WHAT TO DO: If a record holds a picture, drop the picture and repeat everything else word for word.

..............................

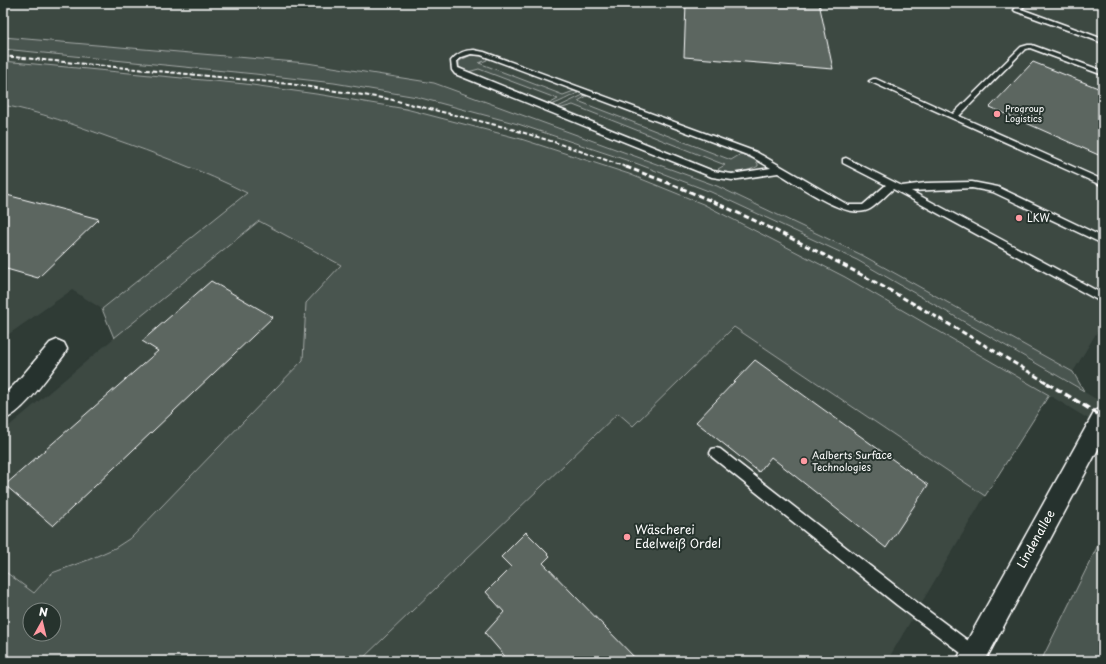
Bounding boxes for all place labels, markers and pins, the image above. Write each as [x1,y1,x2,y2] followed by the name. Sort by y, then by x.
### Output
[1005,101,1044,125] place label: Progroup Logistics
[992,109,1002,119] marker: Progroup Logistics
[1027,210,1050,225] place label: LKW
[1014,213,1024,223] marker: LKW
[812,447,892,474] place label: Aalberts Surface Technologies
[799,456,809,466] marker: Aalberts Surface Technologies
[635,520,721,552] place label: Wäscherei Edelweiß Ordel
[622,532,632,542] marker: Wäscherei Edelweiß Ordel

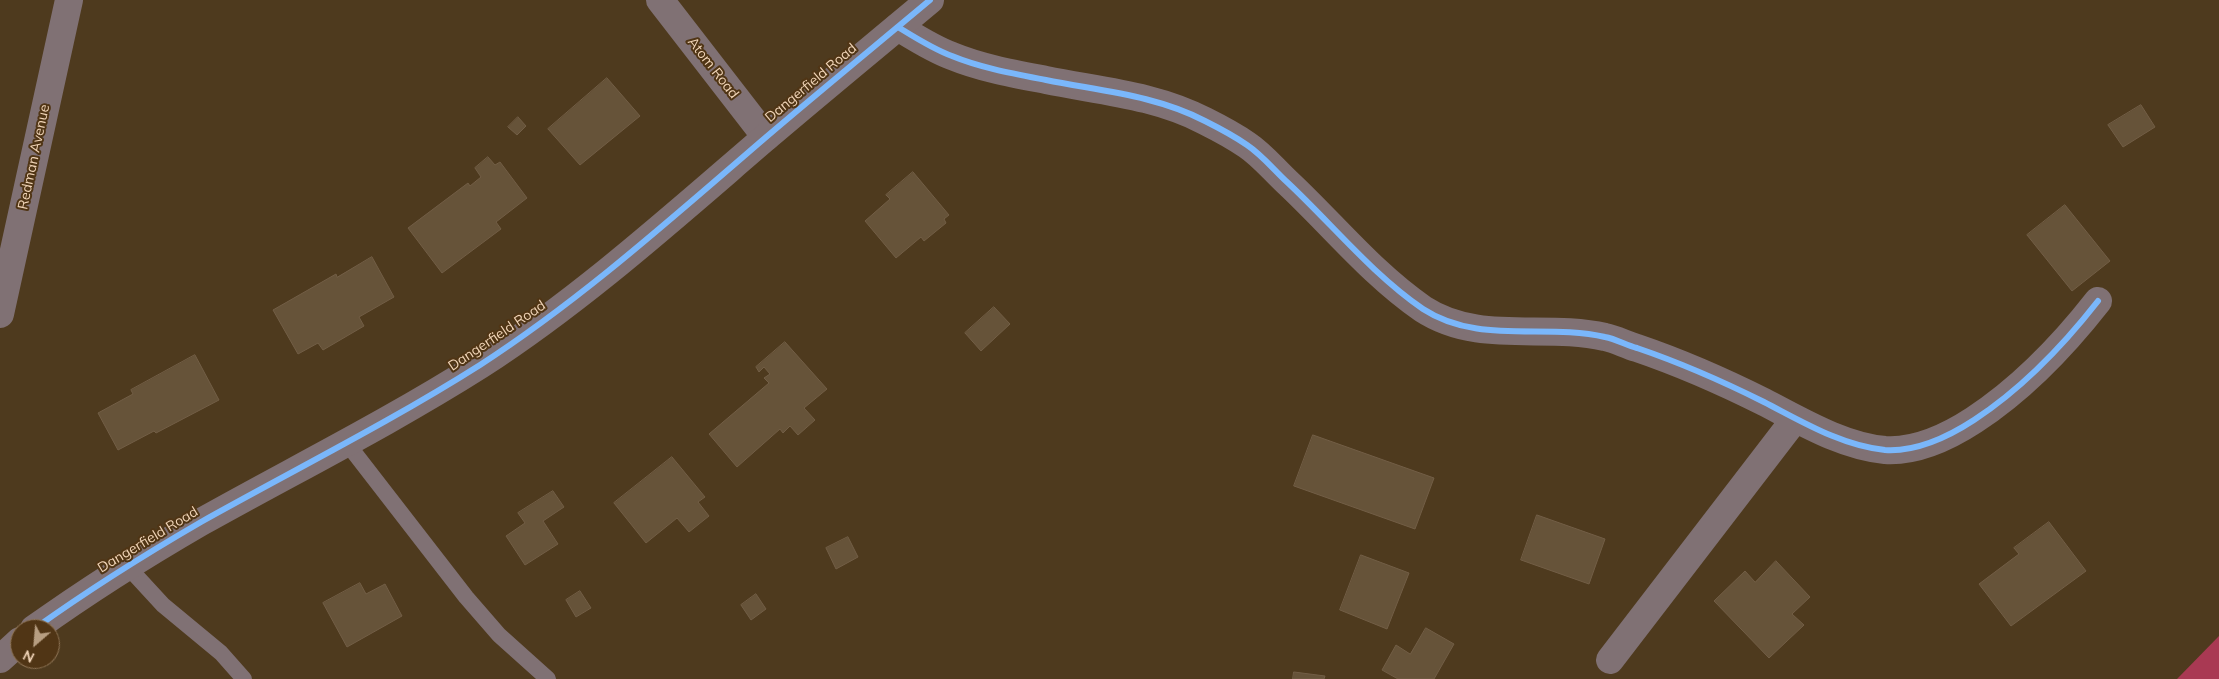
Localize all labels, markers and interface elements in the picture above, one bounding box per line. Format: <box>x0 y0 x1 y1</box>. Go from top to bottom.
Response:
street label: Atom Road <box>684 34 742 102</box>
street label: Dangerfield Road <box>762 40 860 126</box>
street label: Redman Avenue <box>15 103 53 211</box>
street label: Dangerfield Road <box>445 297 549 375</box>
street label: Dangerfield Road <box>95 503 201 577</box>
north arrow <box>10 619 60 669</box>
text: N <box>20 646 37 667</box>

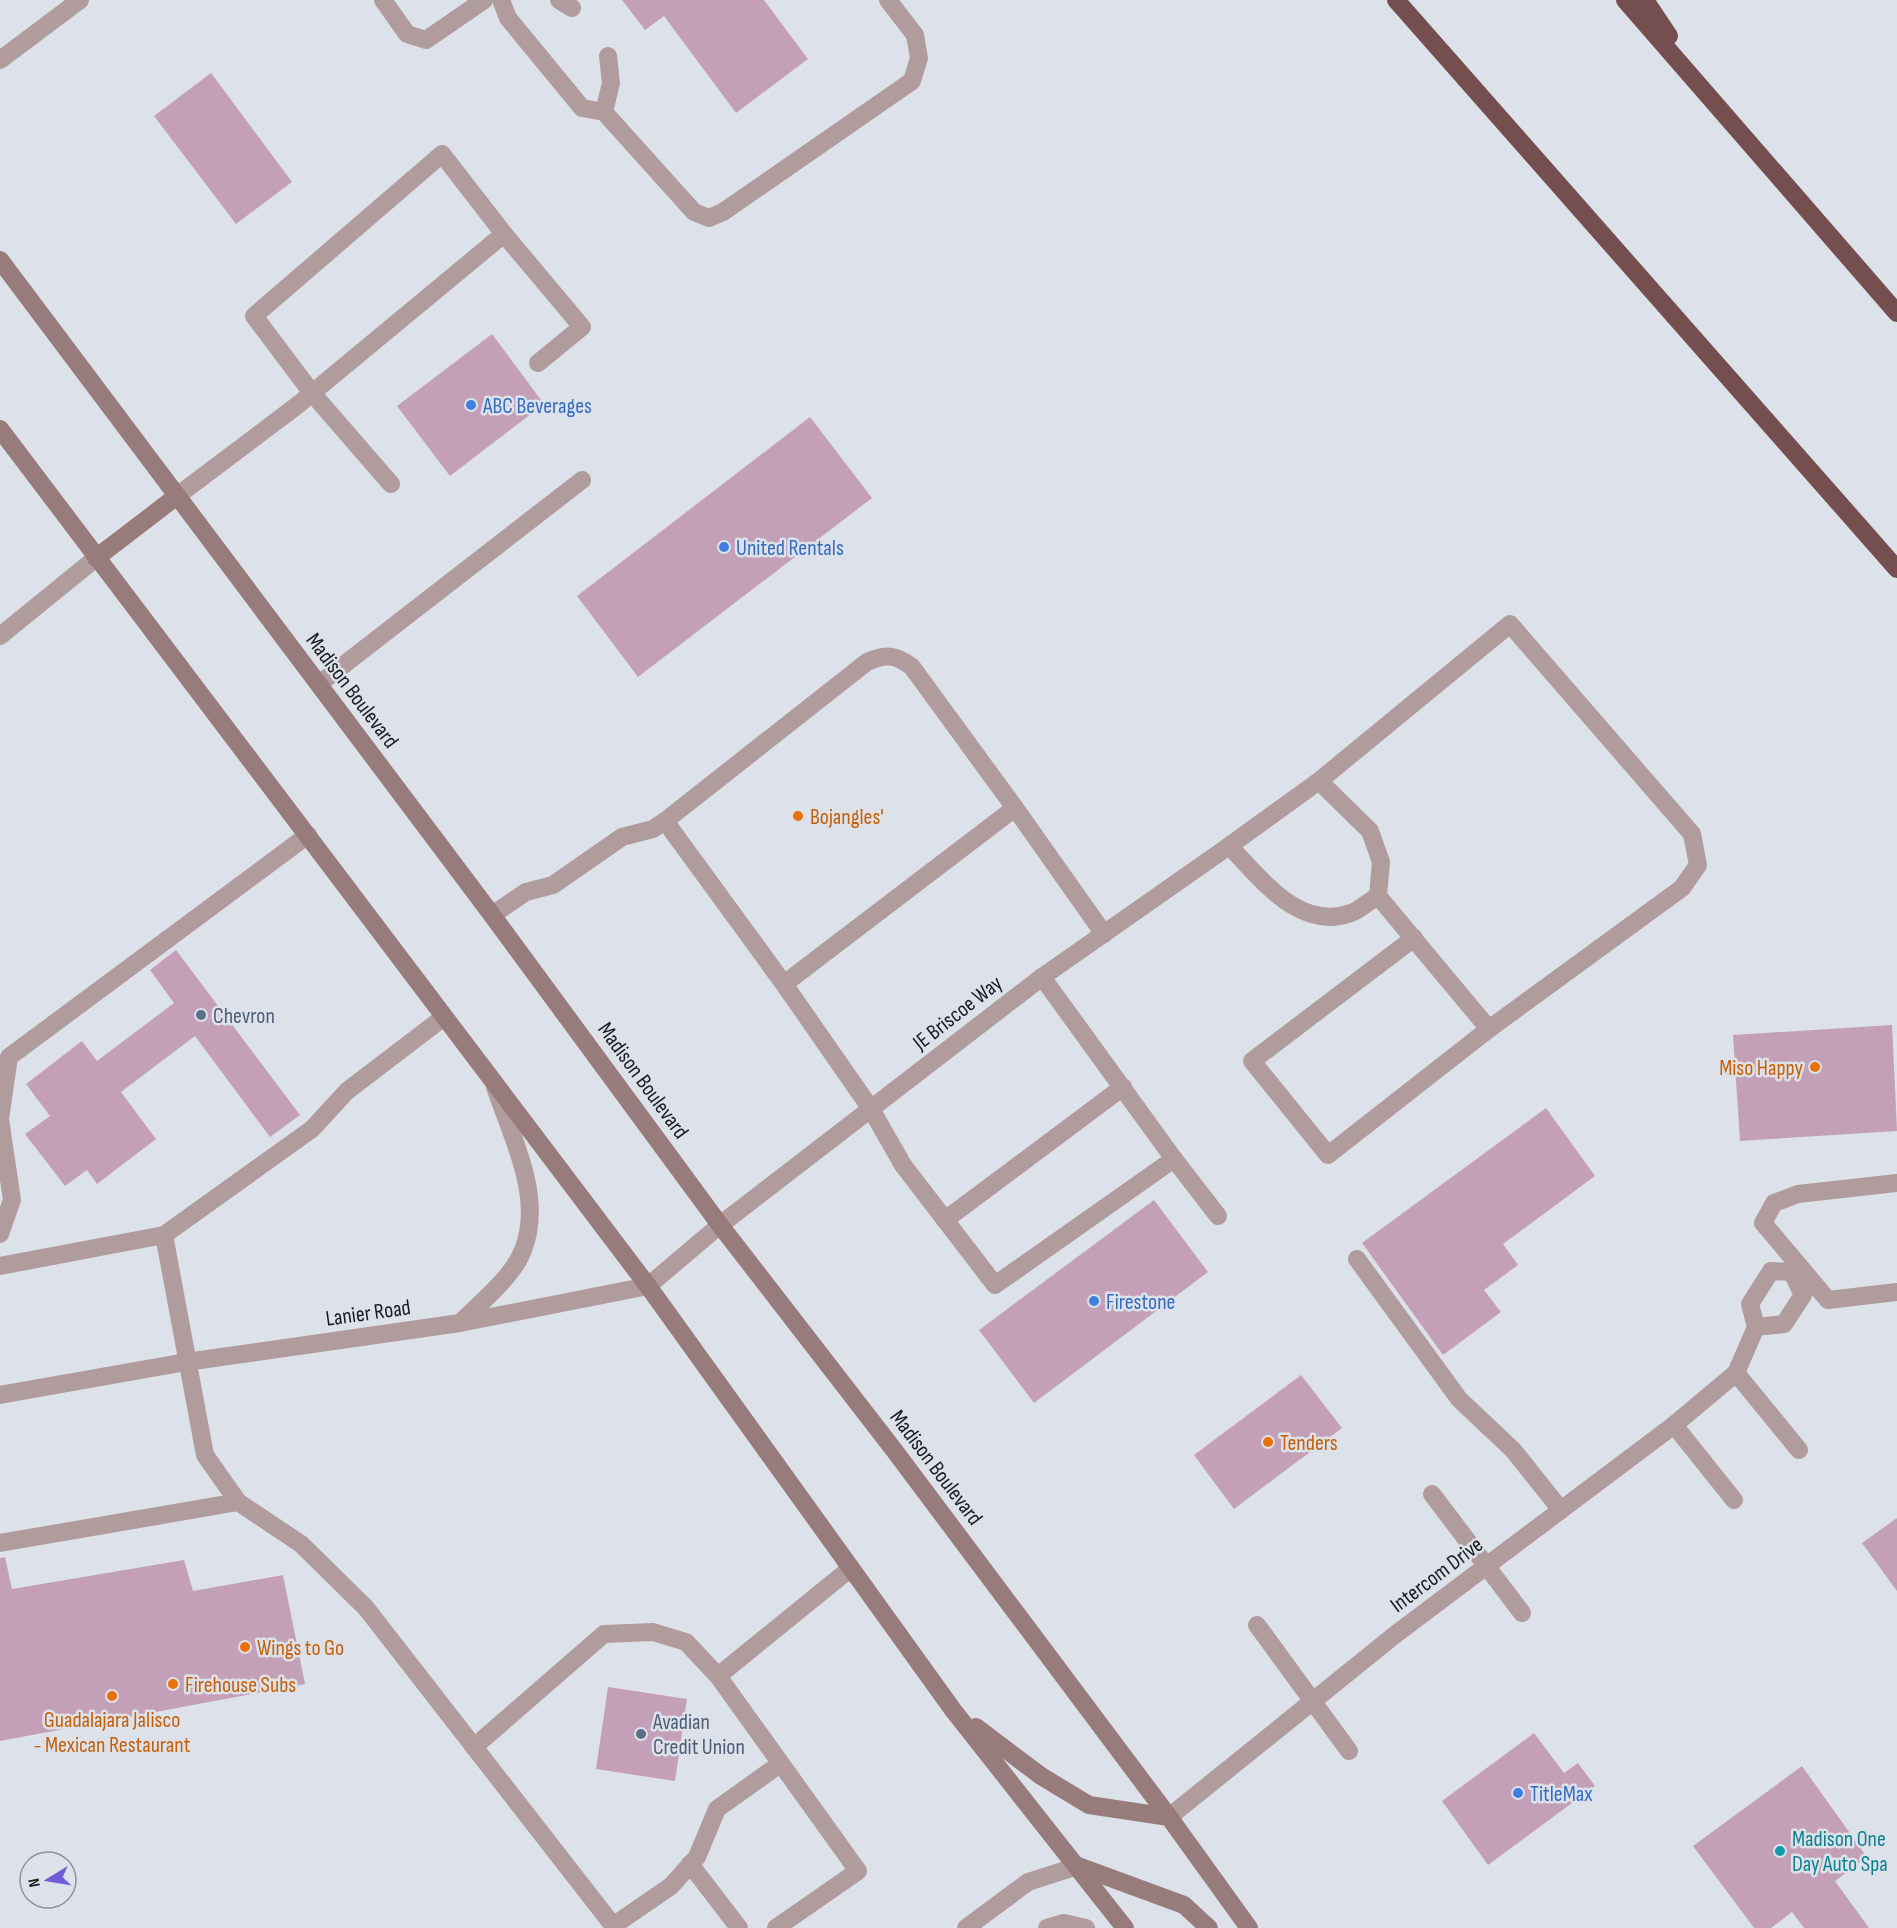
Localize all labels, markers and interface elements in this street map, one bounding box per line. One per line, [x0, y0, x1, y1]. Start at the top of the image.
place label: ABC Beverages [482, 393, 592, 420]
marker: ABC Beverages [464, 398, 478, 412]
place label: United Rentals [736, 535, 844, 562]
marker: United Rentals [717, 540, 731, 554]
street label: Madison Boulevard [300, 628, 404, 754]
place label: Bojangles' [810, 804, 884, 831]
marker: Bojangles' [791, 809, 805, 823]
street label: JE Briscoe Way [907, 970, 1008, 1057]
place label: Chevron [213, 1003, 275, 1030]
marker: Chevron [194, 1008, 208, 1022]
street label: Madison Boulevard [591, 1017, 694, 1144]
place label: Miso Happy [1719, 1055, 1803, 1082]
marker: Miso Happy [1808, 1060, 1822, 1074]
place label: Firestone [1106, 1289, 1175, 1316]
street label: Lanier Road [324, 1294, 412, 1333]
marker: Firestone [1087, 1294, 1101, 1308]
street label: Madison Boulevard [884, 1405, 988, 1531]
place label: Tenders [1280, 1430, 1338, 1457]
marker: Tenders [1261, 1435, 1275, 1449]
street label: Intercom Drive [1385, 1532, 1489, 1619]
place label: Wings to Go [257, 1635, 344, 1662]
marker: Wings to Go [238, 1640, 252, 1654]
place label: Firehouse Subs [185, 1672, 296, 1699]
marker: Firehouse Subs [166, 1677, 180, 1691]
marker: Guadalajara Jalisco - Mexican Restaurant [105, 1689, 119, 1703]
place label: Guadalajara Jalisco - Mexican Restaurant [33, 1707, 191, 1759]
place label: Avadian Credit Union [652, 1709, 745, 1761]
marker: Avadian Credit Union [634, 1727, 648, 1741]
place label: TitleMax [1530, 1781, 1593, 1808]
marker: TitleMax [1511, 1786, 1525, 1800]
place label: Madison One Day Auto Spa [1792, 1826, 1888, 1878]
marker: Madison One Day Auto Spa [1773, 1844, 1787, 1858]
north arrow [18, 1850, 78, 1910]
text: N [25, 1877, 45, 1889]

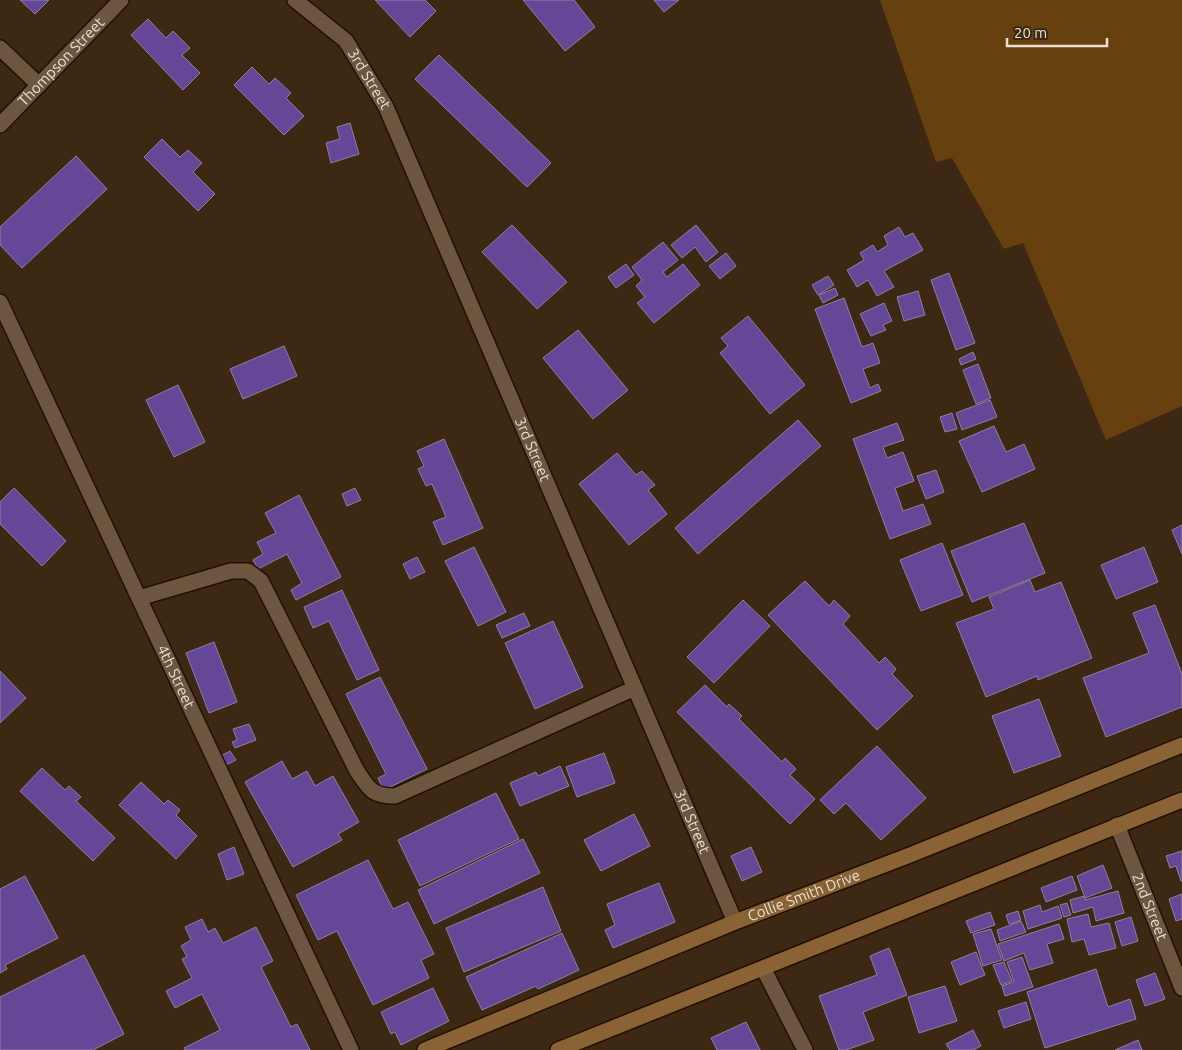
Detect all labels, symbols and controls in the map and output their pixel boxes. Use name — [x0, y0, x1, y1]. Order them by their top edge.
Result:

..............................

ANSWER FOR THE TASK:
Bounding boxes for all place labels, markers and pins, the image above. Write each as [x1,y1,x2,y2] followed by the name. Sort by y, then by x.
### Output
[1005,101,1044,125] place label: Progroup Logistics
[992,109,1002,119] marker: Progroup Logistics
[1027,210,1050,225] place label: LKW
[1014,213,1024,223] marker: LKW
[812,447,892,474] place label: Aalberts Surface Technologies
[799,456,809,466] marker: Aalberts Surface Technologies
[635,520,721,552] place label: Wäscherei Edelweiß Ordel
[622,532,632,542] marker: Wäscherei Edelweiß Ordel

Localize all labels, markers and interface elements in the picture above, one bounding box per line. Format: <box>x0 y0 x1 y1</box>. Go from top to bottom.
Response:
street label: Atom Road <box>684 34 742 102</box>
street label: Dangerfield Road <box>762 40 860 126</box>
street label: Redman Avenue <box>15 103 53 211</box>
street label: Dangerfield Road <box>445 297 549 375</box>
street label: Dangerfield Road <box>95 503 201 577</box>
north arrow <box>10 619 60 669</box>
text: N <box>20 646 37 667</box>

Localize all labels, markers and interface elements in this street map, one bounding box per line. One per line, [x0, y0, x1, y1]. Start at the top of the image.
place label: ABC Beverages [482, 393, 592, 420]
marker: ABC Beverages [464, 398, 478, 412]
place label: United Rentals [736, 535, 844, 562]
marker: United Rentals [717, 540, 731, 554]
street label: Madison Boulevard [300, 628, 404, 754]
place label: Bojangles' [810, 804, 884, 831]
marker: Bojangles' [791, 809, 805, 823]
street label: JE Briscoe Way [907, 970, 1008, 1057]
place label: Chevron [213, 1003, 275, 1030]
marker: Chevron [194, 1008, 208, 1022]
street label: Madison Boulevard [591, 1017, 694, 1144]
place label: Miso Happy [1719, 1055, 1803, 1082]
marker: Miso Happy [1808, 1060, 1822, 1074]
place label: Firestone [1106, 1289, 1175, 1316]
street label: Lanier Road [324, 1294, 412, 1333]
marker: Firestone [1087, 1294, 1101, 1308]
street label: Madison Boulevard [884, 1405, 988, 1531]
place label: Tenders [1280, 1430, 1338, 1457]
marker: Tenders [1261, 1435, 1275, 1449]
street label: Intercom Drive [1385, 1532, 1489, 1619]
place label: Wings to Go [257, 1635, 344, 1662]
marker: Wings to Go [238, 1640, 252, 1654]
place label: Firehouse Subs [185, 1672, 296, 1699]
marker: Firehouse Subs [166, 1677, 180, 1691]
marker: Guadalajara Jalisco - Mexican Restaurant [105, 1689, 119, 1703]
place label: Guadalajara Jalisco - Mexican Restaurant [33, 1707, 191, 1759]
place label: Avadian Credit Union [652, 1709, 745, 1761]
marker: Avadian Credit Union [634, 1727, 648, 1741]
place label: TitleMax [1530, 1781, 1593, 1808]
marker: TitleMax [1511, 1786, 1525, 1800]
place label: Madison One Day Auto Spa [1792, 1826, 1888, 1878]
marker: Madison One Day Auto Spa [1773, 1844, 1787, 1858]
north arrow [18, 1850, 78, 1910]
text: N [25, 1877, 45, 1889]

Detect all labels, symbols and controls in the map and output their pixel boxes. Use name — [x0, y0, x1, y1]. Order them by their top edge.
Result:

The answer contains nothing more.